The downgrade comes amidst a period of strong share price momentum for NEC, which has driven valuations to approximately 20 times the forecasted earnings per share (EPS) for the fiscal year ending in March 2026.
Citi's assessment suggests that a price-to-earnings ratio (PER) of 20 times is justifiable for companies that are anticipated to have medium-term operating profit growth rates of 15% or higher, or those with return on equity (RoE) or return on invested capital (RoIC) growth prospects increasing from 10% to 15%.

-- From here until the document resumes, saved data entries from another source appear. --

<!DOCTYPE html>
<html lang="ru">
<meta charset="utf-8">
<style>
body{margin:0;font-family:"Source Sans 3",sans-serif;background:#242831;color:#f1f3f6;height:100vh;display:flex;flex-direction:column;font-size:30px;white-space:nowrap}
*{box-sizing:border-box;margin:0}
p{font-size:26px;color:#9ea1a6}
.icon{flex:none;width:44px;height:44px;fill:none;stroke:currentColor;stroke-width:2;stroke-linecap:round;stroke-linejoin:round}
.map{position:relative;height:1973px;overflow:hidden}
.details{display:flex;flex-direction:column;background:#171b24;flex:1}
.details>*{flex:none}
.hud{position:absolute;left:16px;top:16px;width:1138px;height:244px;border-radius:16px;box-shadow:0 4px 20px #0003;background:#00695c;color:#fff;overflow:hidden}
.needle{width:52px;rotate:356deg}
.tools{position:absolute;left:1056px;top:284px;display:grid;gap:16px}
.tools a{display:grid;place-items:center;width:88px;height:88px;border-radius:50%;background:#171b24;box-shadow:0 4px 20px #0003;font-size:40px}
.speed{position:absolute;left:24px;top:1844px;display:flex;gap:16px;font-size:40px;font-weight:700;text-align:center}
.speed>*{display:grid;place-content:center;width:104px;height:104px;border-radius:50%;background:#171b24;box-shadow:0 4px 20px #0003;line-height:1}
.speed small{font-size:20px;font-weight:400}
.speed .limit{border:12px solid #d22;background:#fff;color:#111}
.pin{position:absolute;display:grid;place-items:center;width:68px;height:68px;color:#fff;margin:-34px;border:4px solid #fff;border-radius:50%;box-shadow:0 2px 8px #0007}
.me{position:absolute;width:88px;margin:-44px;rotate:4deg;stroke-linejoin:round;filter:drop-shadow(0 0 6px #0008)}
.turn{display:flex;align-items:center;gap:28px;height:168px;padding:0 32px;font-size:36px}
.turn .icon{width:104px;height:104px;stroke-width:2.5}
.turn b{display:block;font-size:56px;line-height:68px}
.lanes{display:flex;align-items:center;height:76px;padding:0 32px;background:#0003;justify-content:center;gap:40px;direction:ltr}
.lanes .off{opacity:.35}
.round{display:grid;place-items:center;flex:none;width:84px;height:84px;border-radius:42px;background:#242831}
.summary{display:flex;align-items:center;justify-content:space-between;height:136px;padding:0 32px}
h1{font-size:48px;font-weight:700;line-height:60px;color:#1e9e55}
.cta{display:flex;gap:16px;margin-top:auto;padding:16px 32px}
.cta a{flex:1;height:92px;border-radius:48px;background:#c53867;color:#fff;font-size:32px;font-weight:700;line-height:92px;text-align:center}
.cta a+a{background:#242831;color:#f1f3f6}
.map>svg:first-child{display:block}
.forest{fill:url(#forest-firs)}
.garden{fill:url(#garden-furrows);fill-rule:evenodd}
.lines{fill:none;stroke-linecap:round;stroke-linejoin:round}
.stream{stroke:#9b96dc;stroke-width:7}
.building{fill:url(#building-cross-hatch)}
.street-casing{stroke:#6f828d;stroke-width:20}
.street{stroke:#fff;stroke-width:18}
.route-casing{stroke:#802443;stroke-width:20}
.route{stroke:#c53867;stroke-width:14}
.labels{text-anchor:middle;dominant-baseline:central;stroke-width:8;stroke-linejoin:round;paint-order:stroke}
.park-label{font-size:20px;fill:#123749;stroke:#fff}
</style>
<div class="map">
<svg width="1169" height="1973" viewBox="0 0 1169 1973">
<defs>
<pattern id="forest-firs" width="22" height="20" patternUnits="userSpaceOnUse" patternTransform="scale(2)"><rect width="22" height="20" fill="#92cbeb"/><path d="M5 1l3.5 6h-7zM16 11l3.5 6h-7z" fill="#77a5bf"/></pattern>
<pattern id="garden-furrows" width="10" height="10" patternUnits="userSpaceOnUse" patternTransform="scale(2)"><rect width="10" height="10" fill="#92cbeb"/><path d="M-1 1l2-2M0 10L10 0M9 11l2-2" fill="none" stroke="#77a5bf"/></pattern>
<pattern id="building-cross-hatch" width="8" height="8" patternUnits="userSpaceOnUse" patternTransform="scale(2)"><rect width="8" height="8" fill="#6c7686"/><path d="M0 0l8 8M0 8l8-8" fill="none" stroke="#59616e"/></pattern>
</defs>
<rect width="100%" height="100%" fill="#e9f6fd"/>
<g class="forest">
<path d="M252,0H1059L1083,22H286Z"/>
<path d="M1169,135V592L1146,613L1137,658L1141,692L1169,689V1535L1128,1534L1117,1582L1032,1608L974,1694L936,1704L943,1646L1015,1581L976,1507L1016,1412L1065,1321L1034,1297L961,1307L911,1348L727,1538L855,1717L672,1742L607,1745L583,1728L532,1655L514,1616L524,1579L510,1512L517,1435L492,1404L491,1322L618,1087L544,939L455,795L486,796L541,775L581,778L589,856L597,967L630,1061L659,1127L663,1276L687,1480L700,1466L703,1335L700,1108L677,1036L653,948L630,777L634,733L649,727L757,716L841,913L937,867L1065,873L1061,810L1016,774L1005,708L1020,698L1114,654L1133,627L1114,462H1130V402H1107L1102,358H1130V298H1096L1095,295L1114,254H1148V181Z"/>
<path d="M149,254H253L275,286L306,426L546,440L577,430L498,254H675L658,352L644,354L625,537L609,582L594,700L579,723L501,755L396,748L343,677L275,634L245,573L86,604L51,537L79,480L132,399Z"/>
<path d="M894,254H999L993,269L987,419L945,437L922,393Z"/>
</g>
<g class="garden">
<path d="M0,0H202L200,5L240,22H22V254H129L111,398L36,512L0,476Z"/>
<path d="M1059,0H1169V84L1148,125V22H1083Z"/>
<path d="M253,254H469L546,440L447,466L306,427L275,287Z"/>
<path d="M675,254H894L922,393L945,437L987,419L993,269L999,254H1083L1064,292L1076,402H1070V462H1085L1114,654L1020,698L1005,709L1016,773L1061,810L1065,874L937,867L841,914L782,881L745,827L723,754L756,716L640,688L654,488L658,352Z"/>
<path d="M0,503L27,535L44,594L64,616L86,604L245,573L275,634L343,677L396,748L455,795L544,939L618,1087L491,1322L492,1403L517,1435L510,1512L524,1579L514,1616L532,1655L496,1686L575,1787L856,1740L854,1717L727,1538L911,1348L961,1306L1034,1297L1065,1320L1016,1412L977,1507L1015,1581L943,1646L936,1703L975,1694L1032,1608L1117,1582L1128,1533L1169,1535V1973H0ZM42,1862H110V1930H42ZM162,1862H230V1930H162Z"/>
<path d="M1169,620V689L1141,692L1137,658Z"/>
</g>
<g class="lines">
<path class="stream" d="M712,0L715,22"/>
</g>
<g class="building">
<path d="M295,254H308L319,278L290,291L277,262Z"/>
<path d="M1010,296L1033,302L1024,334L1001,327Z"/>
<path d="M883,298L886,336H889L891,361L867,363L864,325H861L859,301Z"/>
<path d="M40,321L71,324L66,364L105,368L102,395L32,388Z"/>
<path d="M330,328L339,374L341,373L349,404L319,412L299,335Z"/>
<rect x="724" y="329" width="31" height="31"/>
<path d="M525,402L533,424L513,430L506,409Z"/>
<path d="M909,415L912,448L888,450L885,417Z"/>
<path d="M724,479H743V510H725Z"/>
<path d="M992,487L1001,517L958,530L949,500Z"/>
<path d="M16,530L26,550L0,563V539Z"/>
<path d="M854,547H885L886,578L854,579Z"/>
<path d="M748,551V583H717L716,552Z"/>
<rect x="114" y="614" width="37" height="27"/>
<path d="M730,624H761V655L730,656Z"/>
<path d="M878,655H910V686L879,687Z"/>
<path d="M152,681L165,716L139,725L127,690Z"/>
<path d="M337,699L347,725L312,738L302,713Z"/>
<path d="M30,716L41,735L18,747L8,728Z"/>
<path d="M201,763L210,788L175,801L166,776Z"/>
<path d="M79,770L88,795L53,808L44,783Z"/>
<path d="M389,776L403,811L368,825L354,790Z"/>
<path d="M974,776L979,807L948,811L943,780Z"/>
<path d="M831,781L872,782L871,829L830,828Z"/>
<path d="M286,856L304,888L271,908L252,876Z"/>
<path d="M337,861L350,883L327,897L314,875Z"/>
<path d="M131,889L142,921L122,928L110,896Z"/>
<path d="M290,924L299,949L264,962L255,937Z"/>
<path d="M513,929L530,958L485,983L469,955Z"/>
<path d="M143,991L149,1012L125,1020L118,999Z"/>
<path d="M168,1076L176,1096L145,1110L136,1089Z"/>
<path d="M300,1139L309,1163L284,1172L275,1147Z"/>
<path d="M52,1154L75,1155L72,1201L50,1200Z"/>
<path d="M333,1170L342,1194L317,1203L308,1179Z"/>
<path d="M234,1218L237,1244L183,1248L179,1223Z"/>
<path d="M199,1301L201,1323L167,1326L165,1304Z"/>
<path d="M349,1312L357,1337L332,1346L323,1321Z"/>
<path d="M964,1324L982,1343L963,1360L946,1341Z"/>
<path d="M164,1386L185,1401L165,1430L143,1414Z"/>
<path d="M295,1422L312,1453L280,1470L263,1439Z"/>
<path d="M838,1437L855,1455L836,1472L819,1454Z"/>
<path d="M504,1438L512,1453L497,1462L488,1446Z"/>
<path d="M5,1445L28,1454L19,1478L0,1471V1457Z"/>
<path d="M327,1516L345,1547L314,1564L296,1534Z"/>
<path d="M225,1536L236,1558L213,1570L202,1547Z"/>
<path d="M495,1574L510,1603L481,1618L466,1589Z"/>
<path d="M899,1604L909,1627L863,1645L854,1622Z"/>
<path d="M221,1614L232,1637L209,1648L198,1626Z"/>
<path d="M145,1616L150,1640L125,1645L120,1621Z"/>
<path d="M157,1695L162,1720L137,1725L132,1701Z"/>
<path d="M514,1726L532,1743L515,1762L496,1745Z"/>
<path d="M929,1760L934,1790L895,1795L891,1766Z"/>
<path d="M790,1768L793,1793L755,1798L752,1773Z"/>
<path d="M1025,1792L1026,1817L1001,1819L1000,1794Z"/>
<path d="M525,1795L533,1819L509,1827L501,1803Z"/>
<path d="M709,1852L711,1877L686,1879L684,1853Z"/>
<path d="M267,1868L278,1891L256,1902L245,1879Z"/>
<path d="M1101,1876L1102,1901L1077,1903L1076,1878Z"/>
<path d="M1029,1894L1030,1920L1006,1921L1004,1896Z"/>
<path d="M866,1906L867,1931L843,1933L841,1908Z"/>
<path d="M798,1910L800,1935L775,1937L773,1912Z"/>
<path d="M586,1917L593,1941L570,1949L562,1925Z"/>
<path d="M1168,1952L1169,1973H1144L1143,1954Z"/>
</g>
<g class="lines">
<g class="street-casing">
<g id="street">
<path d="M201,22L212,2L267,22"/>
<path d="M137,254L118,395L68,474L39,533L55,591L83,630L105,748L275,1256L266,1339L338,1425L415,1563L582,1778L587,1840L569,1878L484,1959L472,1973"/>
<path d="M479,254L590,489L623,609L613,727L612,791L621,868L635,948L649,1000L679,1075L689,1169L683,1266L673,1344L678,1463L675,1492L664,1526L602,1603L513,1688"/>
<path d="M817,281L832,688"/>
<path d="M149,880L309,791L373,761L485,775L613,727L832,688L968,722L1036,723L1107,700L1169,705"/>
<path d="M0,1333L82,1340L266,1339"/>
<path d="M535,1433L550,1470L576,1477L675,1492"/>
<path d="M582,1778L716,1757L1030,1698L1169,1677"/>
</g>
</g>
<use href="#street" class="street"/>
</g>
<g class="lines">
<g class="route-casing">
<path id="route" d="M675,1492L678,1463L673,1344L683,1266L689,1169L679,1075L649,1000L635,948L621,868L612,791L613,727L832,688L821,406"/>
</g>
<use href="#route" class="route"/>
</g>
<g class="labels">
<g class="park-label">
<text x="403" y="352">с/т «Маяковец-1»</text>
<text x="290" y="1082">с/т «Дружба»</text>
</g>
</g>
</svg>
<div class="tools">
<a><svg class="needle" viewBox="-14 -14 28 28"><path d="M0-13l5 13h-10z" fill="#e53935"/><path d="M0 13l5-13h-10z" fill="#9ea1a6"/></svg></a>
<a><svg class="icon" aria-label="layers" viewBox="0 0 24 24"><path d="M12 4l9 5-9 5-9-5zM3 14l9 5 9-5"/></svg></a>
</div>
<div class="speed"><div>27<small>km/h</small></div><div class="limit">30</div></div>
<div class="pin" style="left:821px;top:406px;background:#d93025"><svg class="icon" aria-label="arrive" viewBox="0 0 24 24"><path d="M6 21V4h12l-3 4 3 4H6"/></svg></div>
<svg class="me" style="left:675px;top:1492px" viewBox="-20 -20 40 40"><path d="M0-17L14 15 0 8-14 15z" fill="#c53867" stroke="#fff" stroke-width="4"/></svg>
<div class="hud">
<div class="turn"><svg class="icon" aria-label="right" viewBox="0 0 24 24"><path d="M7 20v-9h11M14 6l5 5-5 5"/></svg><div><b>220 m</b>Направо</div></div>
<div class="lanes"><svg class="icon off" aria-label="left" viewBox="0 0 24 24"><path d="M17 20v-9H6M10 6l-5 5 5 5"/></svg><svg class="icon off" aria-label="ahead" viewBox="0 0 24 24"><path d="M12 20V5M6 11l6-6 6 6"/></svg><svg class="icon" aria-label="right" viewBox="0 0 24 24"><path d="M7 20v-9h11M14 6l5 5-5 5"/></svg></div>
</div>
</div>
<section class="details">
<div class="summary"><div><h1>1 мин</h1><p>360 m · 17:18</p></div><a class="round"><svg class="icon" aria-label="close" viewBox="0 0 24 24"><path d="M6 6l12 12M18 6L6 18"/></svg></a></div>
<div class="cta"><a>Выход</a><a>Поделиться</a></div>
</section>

However, NEC is projected to show only a 10% profit growth, as per the adjusted operating profit compound annual growth rate (CAGR) from the fiscal year ending March 2024 to the fiscal year ending March 2027, with an RoE of just 8.4% for the fiscal year ending March 2027.
Based on these projections, Citi has deemed the shares to be fairly valued at 17.6 times the estimated EPS for the fiscal year ending March 2026, leading to the Sell rating. The decision reflects Citi's analysis of NEC's financial outlook, suggesting that the current market valuation may be overly optimistic given the company's expected financial performance.
NEC's stock performance will continue to be monitored by investors as they consider the implications of Citi's revised rating and price target. The change serves as a notable adjustment to NEC Corporation's market expectations and could influence investor decisions moving forward.